1. The credibility of the witness is for the trial judge's determination. Simmons v. State, 111 Ga. App. 553, 554 (142 SE2d 308); Goggans v. State, 14 Ga. App. 822 (82 SE 357). His judgment will "not be disturbed by a reviewing court if there is any evidence to support it." West v. West, 228 Ga. 397, 398 (185 SE2d 763). Therefore, where there is a conflict in the evidence on the motion to suppress, the ruling of the trial court will be upheld where there is any evidence to authorize a finding in support of his order. Williams v. State, 119 Ga.
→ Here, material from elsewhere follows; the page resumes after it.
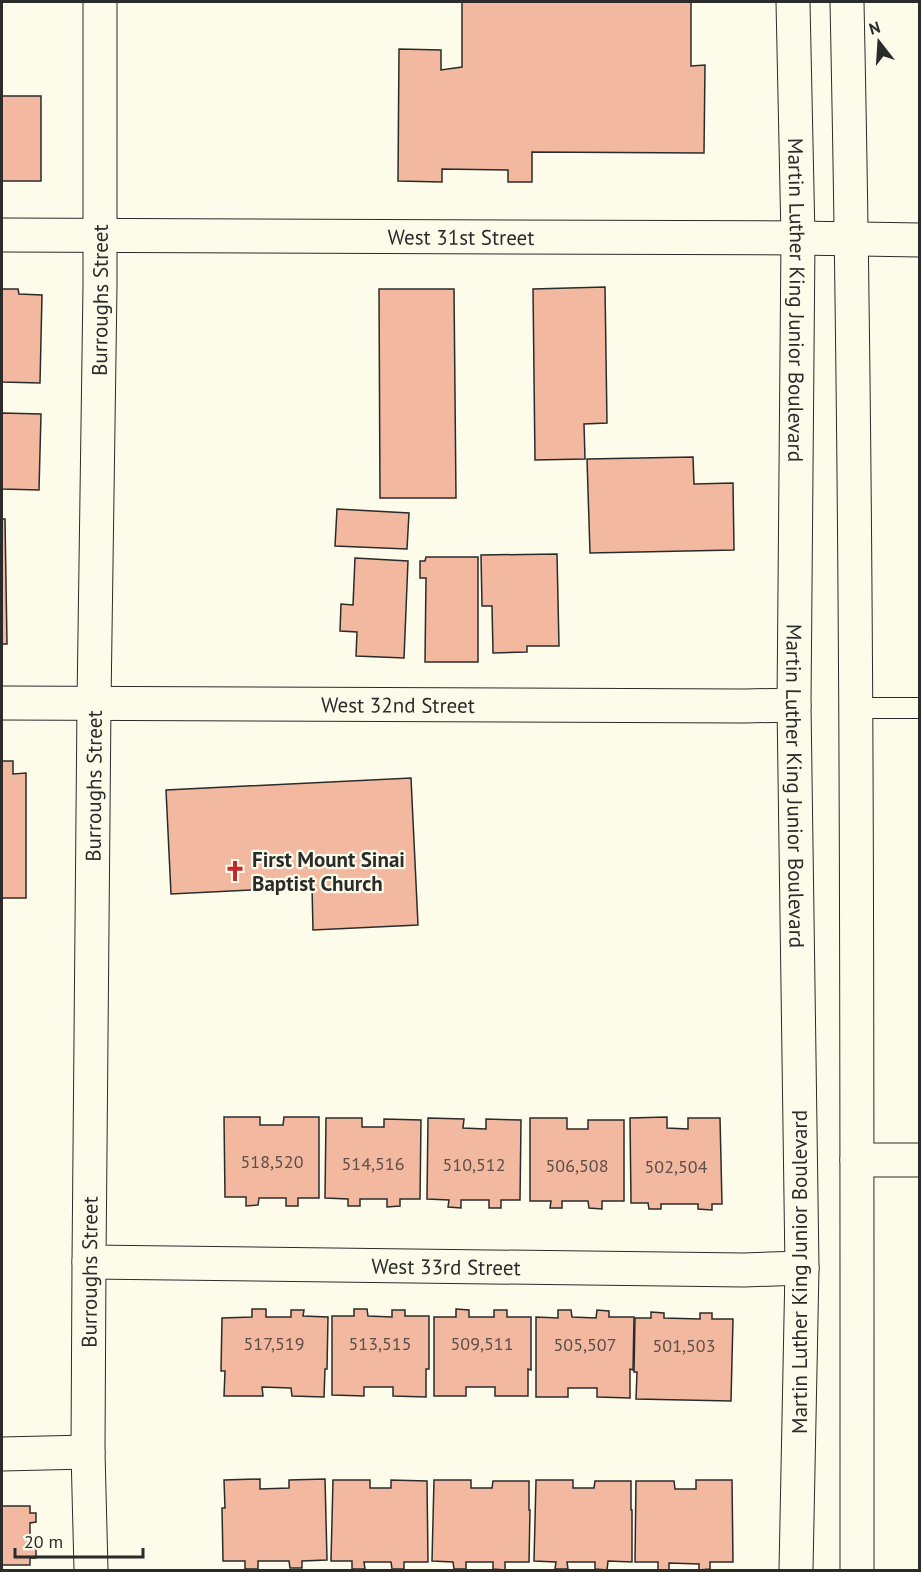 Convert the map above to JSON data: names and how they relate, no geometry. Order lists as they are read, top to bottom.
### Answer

App. 557 (167 SE2d 756); Hunt v. State, 8 Ga. App. 374, 377 (69 SE 42).
2. Under the "plain view" doctrine, evidence discovered by mere observation of things in plain view of the officer does not constitute a search. Ker v. California, 374 U. S. 23, 42-43 (83 SC 1623, 10 LE2d 726); Harris v. United States, 390 U. S. 234, 235 (88 SC 992, 19 LE2d 1067). These decisions point out that in order for the doctrine to apply, the observer must have the right to be in the position to have that view and the seizure without a warrant must be based upon "exigent circumstances" justifying the failure to obtain a warrant. Coolidge v. New Hampshire, 403 U. S. 443 (91 SC 2022, 29 LE2d 564). While a plurality of the Supreme Court has said that the discovery must be "inadvertent," id., there is no definitive holding on this point.
The evidence supports a finding that the officer had the right to be in position to see the marijuana vegetation and seeds on the floorboard.
The trial court did not err in overruling the motion to suppress.
Driebe & McAllister, J. Dunham McAllister, for appellant.